Lowes and Meijer carry a 3AAA Luxeon Dorcy that I like to take ice fishing. It has an electronic switch that makes it very easy to operate with gloves on. About the same brightness as my EOS with a much smoother beam. $19.99


----------



## dave43 (Dec 23, 2007)

ltiu said:


> River Rock K2 headlight.
> 
> Available at Target stores for around $26.
> 
> ...



You like this better then the ROV 1W Sportman extreme?


----------



## ltiu (Dec 23, 2007)

dave43 said:


> You like this better then the ROV 1W Sportman extreme?



I think you are referring to the ROV 1watt single AA headlight?

Then my answer is yes. Why?

1) Way brighter.
2) Way longer runtime. Even on high. On low, runs for at least 12 hours or more.
3) More functions, high, medium, low, stobe.
4) Comes with a rear red LED that can stay on or blink - for bicyclist who need a blinking red LED behind them to keep cars from hitting them from the rear.

The only issue I have with the River Rock is the reflector does not produce an even smooth light.
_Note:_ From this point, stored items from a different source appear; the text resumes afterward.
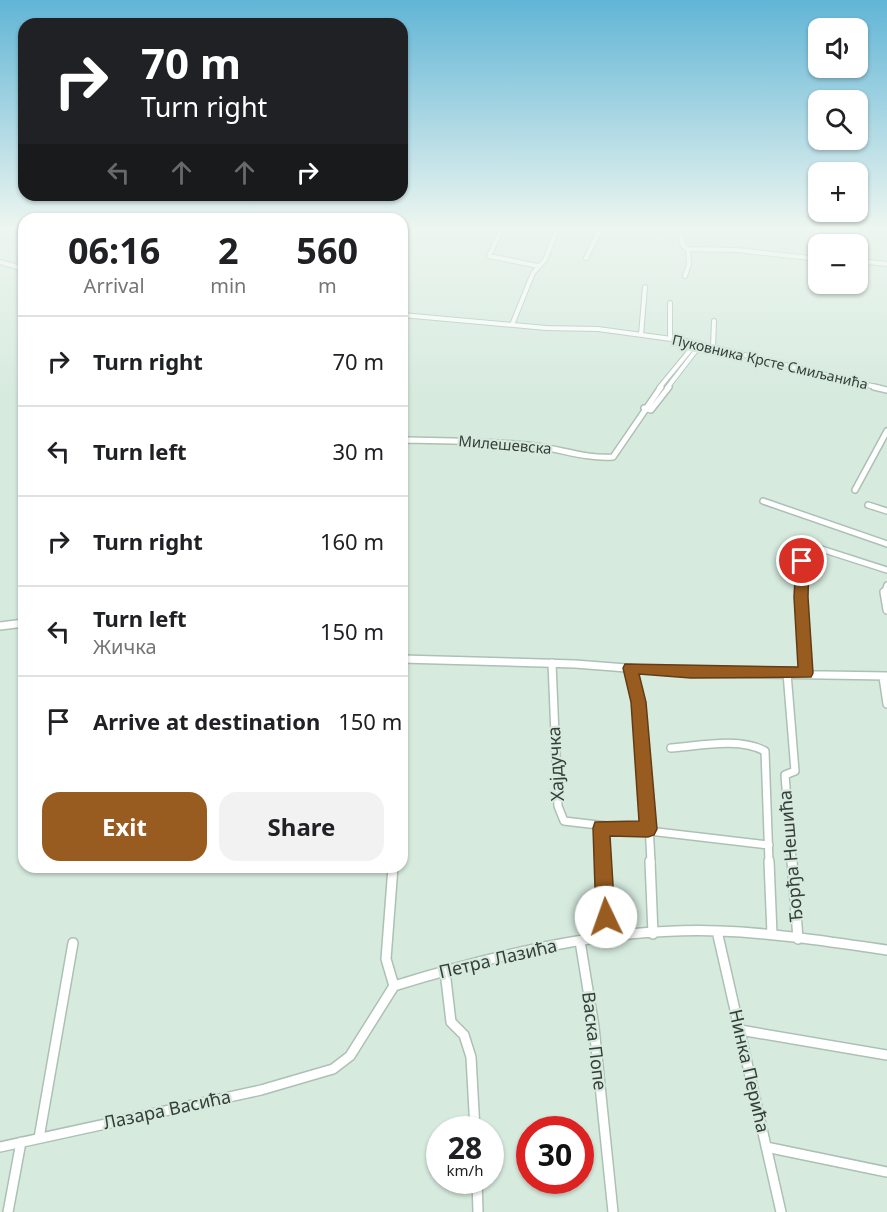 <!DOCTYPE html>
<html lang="en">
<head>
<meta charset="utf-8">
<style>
	body { margin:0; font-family:"Noto Sans",sans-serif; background:#f2f2f2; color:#202124; height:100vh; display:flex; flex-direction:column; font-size:22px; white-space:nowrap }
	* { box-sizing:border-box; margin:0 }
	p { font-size:20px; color:#757577 }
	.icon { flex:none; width:33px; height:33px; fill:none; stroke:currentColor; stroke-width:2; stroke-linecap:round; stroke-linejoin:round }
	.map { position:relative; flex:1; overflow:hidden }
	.side { position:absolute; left:18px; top:213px; width:390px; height:660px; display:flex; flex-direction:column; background:#fff; border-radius:18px; box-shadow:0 2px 4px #0004 }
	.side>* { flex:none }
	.top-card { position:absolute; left:18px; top:18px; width:390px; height:183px; border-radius:18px; box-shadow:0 2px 4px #0004; background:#202124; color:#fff; overflow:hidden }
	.fabs { position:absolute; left:808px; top:18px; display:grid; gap:12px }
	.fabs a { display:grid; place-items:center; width:60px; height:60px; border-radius:12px; background:#fff; box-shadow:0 2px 4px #0004; font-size:30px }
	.speed { position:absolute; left:426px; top:1116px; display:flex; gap:12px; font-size:30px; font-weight:700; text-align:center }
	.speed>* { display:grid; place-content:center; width:78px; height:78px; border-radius:50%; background:#fff; box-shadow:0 2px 4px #0004; line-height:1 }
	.speed small { font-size:15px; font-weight:400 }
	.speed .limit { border:9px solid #d22; background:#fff; color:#111 }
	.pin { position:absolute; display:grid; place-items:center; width:51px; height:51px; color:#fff; margin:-26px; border:3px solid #fff; border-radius:50%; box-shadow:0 2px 6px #0007 }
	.me { position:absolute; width:66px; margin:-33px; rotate:357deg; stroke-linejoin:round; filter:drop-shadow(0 0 4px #0008) }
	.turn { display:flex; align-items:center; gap:21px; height:126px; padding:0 24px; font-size:27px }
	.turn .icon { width:78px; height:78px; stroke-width:2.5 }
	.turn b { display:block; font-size:42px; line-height:51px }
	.lanes { display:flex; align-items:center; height:57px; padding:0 24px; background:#0003; justify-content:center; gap:30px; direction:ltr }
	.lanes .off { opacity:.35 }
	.eta { display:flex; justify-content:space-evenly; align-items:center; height:102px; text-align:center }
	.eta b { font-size:36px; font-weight:700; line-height:42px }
	.primary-button { display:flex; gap:12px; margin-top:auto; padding:12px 24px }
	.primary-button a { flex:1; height:69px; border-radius:18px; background:#995c20; color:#fff; font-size:24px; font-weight:700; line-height:69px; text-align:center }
	.primary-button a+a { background:#f2f2f2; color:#202124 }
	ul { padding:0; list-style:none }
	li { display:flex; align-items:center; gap:18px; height:90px; padding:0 24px; border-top:2px solid #e0e0e0 }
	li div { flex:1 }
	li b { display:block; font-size:22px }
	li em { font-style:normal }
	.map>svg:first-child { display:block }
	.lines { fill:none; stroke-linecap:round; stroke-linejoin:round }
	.minor-far3-casing { stroke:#adc0b5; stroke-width:6 }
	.minor-far2-casing { stroke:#adc0b5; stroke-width:8 }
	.minor-far1-casing { stroke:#adc0b5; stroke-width:10 }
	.minor-casing { stroke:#adc0b5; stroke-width:12 }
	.minor-far3 { stroke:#fff; stroke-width:4 }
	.minor-far2 { stroke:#fff; stroke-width:5 }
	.minor-far1 { stroke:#fff; stroke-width:7 }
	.minor { stroke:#fff; stroke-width:9 }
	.route { fill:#995c20; stroke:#633c15; stroke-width:1.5 }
	.labels { text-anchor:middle; stroke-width:4.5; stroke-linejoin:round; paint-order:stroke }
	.far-street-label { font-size:14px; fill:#363e39; stroke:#d6eade }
	.street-label { font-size:15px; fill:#363e39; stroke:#d6eade }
	.near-street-label { font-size:18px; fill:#363e39; stroke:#d6eade }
</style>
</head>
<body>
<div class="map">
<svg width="887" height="1212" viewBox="0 0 887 1212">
	<rect width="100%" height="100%" fill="#d6eade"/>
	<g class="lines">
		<defs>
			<path id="minor-far3" d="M 501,230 L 489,256 L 538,266
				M 657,230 L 676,232 L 681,236 L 683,246 L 688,249 L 737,250 L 819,259
				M 586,258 L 600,230
				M 858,261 L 887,264
				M 0,262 L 24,269
				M 402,276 L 405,270
				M 685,276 L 689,264 L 688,249
				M 670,303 L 670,338
				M 402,315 L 546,328 L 598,329 L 686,341 L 880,388
				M 512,325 L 533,273 L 545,260 L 557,230
				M 641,335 L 645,287
				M 713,347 L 714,321
				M 659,388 L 696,343
				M 667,388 L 701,344"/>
			<path id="minor-far2" d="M 874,387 L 887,390
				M 644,408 L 651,410 L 669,387
				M 402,448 L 403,441 L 409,440 C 451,441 493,441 535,446 C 561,449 586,459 613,457 L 661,387
				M 855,490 L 887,431
				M 763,501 L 887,544
				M 868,505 L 887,511
				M 801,594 L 802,561 L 812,546 L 887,570
				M 884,594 L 887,585"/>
			<path id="minor-far1" d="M 801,592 L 806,673
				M 884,592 L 887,610
				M 0,626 L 24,623
				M 402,659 L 575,664 L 691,673 L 887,676
				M 552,663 L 558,806 L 564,821 L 769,845
				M 631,668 L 646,767 L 651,862
				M 787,673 L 795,771 L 785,775 L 792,862
				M 883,677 L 887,704
				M 671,748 C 700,746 738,737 765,751 L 769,862
				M 601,828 L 603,862"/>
			<path id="minor" d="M 603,861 L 607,939
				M 650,861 L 653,934
				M 769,861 L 772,934
				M 792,861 L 798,939
				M 393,867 L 386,959 L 394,986
				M 717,931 L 781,1212
				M 580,941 L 594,1027 L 613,1212
				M 445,971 L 451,1022 L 464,1035 L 471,1057 L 475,1130
				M 740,1030 L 887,1055
				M 39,1138 L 73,943
				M 0,1147 L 261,1090 L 333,1069 L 350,1056 L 394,986 C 498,954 610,927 720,931 C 776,933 831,942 887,950
				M 766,1147 L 887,1172
				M 477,1180 L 478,1212
				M 8,1212 L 21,1142"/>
		</defs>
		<use href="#minor-far3" class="minor-far3-casing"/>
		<use href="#minor-far2" class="minor-far2-casing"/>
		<use href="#minor-far1" class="minor-far1-casing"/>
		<use href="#minor" class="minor-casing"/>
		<use href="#minor-far3" class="minor-far3"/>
		<use href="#minor-far2" class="minor-far2"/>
		<use href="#minor-far1" class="minor-far1"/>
		<use href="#minor" class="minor"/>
	</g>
	<linearGradient id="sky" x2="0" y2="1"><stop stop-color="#61b5d6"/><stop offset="0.57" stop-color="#edf6f0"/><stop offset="1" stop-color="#edf6f0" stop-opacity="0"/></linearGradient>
	<rect width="887" height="400" fill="url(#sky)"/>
	<path class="route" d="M 802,556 L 809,561 L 808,597 L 813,673 L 811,677 L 691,678 L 639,674 L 646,702 L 657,829 L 654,835 L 648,837 L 610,836 L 615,917 L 612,923 L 606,926 L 599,923 L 596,917 L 593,828 L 595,822 L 639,821 L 631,702 L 623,668 L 625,664 L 798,667 L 794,597 L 796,561 Z"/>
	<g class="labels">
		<g class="far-street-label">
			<text transform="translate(770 362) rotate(13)" y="5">Пуковника Крсте Смиљанића</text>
		</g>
		<g class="street-label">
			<text transform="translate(505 445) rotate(5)" y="5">Милешевска</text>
		</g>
		<g class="near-street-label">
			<text transform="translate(556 764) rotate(-93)" y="6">Хајдучка</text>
			<text transform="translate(791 856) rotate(-95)" y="6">Ђорђа Нешића</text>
			<text transform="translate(498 959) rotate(-13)" y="6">Петра Лазића</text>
			<text transform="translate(594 1041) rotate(83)" y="6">Васка Попе</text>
			<text transform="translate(749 1071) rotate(77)" y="6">Нинка Перића</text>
			<text transform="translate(167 1110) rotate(-12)" y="6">Лазара Васића</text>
		</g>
	</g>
</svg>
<div class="fabs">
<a><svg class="icon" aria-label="sound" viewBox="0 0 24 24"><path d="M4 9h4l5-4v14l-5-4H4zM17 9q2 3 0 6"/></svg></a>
<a><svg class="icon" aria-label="search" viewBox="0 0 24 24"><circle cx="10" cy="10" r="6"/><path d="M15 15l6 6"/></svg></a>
<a>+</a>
<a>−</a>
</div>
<div class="speed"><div>28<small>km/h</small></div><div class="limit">30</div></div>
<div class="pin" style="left:802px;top:561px;background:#d93025"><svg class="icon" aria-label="arrive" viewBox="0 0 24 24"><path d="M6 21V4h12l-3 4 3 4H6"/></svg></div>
<svg class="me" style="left:606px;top:917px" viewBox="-20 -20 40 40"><circle r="19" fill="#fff"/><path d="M0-13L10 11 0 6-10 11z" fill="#995c20"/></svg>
<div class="top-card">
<div class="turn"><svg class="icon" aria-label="right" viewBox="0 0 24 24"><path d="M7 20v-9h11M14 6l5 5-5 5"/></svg><div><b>70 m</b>Turn right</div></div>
<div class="lanes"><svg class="icon off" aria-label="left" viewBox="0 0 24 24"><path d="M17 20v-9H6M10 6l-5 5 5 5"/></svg><svg class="icon off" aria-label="ahead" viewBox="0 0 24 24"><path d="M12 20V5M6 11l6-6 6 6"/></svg><svg class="icon off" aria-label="ahead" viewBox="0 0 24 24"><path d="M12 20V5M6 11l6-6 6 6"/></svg><svg class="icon" aria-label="right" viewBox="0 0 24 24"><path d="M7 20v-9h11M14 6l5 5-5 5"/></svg></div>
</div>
<section class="side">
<div class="eta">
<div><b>06:16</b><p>Arrival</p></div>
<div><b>2</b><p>min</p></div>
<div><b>560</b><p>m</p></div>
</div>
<ul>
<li><svg class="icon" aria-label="right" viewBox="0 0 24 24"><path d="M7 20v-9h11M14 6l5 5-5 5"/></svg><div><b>Turn right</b></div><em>70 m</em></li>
<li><svg class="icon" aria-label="left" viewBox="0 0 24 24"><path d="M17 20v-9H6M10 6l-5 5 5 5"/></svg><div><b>Turn left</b></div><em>30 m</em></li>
<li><svg class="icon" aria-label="right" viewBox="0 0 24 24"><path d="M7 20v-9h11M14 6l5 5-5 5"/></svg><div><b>Turn right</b></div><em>160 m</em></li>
<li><svg class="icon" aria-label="left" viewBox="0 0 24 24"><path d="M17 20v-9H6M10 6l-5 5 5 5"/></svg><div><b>Turn left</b><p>Жичка</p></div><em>150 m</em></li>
<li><svg class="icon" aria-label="arrive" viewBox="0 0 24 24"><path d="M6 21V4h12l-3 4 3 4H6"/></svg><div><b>Arrive at destination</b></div><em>150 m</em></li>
</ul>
<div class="primary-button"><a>Exit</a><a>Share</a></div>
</section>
</div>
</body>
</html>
The spot is kind of oblong with some shadows.


----------



## dave43 (Dec 23, 2007)

I read about the K2...the only problem I see is that some say it's heavy and I'm worried eneloop nimh's won't fit in it. i like the low power setting which the ROV doesn't have.


----------



## ltiu (Dec 24, 2007)

dave43 said:


> I read about the K2...the only problem I see is that some say it's heavy and I'm worried eneloop nimh's won't fit in it. i like the low power setting which the ROV doesn't have.



It is indeed a bit tight in the battery compartment for NiMH. Sad NiMH's are a bit thick. I use L91's on mine all the time.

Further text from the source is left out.